Report each line from the data below that holds the word "STÖTTERITZER".

─── The data

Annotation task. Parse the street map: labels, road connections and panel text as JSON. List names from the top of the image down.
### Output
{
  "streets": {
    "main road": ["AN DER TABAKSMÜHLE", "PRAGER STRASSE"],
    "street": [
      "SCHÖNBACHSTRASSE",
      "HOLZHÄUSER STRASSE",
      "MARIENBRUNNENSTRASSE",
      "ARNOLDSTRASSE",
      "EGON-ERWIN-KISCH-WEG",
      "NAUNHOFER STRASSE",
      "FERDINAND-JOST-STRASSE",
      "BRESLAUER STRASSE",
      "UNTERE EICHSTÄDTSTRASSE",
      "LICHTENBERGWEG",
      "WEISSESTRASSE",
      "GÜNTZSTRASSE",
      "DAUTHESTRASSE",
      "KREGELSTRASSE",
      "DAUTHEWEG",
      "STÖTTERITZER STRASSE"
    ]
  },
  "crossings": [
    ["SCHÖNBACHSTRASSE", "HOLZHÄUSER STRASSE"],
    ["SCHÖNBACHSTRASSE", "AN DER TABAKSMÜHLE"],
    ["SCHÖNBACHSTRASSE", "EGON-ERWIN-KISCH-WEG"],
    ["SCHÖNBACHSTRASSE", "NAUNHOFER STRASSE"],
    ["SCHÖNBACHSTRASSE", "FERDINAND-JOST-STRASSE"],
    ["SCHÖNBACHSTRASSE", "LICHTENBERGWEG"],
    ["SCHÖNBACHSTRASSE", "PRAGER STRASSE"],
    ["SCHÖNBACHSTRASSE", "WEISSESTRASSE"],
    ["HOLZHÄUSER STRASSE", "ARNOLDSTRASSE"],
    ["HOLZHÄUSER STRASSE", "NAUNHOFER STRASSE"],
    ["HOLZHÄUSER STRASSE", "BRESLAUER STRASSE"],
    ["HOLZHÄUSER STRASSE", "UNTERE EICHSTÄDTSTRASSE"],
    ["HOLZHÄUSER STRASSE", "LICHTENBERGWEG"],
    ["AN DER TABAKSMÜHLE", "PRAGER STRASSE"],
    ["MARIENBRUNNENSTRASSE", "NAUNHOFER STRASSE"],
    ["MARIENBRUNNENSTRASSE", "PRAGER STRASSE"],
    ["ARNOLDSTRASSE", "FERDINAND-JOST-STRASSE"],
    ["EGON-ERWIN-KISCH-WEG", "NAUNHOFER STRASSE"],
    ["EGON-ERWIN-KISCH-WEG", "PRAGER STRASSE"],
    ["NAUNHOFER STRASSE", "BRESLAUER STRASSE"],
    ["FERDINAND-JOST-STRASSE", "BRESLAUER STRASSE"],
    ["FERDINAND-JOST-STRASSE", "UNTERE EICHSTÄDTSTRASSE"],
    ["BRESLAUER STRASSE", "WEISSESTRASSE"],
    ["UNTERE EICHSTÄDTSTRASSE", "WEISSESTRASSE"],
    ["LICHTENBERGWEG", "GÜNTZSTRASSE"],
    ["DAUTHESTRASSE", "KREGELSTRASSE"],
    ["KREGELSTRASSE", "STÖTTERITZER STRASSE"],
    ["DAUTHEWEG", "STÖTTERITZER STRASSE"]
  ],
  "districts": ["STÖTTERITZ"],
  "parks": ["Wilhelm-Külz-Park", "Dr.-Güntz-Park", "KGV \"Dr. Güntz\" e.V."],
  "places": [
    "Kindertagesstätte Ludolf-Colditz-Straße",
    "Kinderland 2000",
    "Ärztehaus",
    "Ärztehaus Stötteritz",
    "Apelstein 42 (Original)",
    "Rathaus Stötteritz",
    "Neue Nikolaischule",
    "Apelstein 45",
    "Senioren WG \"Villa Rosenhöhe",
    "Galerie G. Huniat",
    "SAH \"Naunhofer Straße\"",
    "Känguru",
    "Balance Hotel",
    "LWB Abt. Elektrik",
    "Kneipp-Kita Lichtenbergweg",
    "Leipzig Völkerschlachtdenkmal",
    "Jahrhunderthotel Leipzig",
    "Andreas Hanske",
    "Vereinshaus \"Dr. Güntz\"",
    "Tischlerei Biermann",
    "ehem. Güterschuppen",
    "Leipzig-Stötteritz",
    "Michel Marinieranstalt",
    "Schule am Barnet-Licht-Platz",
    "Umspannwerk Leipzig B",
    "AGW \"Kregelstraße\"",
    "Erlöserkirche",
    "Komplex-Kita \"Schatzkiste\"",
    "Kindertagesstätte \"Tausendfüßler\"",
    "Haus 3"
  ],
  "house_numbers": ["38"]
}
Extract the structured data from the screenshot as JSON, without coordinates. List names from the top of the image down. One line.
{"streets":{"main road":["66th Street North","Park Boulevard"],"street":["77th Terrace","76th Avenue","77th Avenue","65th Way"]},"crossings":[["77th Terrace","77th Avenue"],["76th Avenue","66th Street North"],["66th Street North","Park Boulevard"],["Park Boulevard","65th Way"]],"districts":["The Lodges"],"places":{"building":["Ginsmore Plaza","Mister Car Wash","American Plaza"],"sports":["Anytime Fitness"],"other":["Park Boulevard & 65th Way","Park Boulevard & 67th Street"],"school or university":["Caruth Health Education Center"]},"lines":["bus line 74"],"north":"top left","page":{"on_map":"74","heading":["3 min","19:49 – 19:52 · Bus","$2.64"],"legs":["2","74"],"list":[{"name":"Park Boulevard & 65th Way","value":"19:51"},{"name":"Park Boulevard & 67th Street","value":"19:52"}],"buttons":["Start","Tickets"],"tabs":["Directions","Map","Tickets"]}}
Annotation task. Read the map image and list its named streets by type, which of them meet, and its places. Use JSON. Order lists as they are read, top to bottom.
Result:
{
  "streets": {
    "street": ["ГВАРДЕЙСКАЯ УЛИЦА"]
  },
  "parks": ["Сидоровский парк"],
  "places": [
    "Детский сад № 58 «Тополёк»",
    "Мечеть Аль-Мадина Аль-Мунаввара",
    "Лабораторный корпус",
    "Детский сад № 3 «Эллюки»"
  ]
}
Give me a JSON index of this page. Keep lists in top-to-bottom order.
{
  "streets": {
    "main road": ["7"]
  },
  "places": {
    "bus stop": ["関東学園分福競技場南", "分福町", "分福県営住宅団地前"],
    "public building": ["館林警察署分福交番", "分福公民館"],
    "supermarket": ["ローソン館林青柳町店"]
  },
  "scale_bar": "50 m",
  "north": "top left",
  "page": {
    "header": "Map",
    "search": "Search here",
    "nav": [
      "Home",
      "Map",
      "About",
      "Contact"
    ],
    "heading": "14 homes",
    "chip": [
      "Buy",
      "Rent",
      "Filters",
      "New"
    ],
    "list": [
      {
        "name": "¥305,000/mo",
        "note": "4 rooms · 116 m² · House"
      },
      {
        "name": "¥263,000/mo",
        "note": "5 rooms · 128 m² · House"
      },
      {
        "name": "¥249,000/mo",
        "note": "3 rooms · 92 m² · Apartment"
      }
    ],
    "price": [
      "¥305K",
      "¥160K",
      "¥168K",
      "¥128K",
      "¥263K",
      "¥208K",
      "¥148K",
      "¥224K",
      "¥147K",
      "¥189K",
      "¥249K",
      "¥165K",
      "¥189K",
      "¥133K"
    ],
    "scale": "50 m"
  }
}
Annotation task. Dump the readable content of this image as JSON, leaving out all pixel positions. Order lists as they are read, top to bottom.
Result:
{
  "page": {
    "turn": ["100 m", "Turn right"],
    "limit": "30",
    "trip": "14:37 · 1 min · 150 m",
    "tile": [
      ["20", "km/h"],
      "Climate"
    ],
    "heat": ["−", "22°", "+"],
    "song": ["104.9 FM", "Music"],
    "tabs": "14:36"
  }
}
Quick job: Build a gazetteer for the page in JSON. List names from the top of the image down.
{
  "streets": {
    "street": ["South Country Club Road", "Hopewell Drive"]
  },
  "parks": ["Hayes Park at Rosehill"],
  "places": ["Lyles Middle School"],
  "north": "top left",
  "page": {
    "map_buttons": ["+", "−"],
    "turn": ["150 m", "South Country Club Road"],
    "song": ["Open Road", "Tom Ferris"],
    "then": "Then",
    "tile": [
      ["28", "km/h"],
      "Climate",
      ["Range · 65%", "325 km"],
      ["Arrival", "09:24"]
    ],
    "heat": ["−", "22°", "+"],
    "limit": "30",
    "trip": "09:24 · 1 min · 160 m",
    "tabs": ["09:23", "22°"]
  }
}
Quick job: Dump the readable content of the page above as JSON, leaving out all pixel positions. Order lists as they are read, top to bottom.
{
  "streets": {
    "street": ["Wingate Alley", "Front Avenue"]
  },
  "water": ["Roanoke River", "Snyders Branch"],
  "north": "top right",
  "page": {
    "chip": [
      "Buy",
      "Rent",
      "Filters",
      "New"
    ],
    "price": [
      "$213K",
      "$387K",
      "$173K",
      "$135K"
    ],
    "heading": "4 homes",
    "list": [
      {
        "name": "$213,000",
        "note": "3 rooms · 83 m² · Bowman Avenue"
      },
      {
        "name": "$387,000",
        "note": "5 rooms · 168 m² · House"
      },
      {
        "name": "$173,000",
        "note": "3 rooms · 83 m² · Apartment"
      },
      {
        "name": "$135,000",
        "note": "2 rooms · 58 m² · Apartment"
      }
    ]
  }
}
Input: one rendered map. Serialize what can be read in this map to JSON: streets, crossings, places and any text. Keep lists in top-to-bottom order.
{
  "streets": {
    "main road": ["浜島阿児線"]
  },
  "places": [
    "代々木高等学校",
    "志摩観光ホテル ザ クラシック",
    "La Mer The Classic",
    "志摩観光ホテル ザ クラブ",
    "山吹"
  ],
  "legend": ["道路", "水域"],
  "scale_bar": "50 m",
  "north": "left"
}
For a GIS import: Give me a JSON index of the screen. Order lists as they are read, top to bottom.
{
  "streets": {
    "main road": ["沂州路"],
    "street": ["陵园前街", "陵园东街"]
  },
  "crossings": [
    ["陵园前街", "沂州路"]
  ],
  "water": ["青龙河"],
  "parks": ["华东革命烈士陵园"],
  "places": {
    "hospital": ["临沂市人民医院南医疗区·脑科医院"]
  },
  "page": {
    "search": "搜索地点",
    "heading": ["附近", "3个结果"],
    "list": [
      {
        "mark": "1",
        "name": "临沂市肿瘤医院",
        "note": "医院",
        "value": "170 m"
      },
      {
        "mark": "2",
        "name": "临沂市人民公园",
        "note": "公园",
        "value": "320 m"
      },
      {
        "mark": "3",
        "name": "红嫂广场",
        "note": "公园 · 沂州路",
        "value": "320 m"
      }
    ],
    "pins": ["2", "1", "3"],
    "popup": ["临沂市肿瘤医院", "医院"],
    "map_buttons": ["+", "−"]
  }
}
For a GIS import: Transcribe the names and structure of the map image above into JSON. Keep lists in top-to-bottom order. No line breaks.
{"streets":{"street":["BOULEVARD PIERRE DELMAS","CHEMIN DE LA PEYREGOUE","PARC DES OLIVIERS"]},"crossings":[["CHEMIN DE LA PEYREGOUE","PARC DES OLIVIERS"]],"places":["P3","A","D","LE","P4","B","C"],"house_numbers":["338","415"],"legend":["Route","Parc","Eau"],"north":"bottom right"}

──────

Your solution:
      "STÖTTERITZER STRASSE"
    ["KREGELSTRASSE", "STÖTTERITZER STRASSE"],
    ["DAUTHEWEG", "STÖTTERITZER STRASSE"]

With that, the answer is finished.